Collected data:
[Start of section]
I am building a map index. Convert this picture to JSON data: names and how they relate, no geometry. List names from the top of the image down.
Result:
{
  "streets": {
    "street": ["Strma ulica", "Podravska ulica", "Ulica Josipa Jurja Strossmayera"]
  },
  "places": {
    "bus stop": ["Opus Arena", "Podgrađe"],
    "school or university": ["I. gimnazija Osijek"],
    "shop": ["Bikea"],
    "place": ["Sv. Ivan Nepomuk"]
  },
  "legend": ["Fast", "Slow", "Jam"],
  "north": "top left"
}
[End of section]
**Description of the task:** Reproduce the entries above in full, so that each one reads exactly as before.

**Written response:**
I am building a map index. Convert this picture to JSON data: names and how they relate, no geometry. List names from the top of the image down.
Result:
{
  "streets": {
    "street": ["Strma ulica", "Podravska ulica", "Ulica Josipa Jurja Strossmayera"]
  },
  "places": {
    "bus stop": ["Opus Arena", "Podgrađe"],
    "school or university": ["I. gimnazija Osijek"],
    "shop": ["Bikea"],
    "place": ["Sv. Ivan Nepomuk"]
  },
  "legend": ["Fast", "Slow", "Jam"],
  "north": "top left"
}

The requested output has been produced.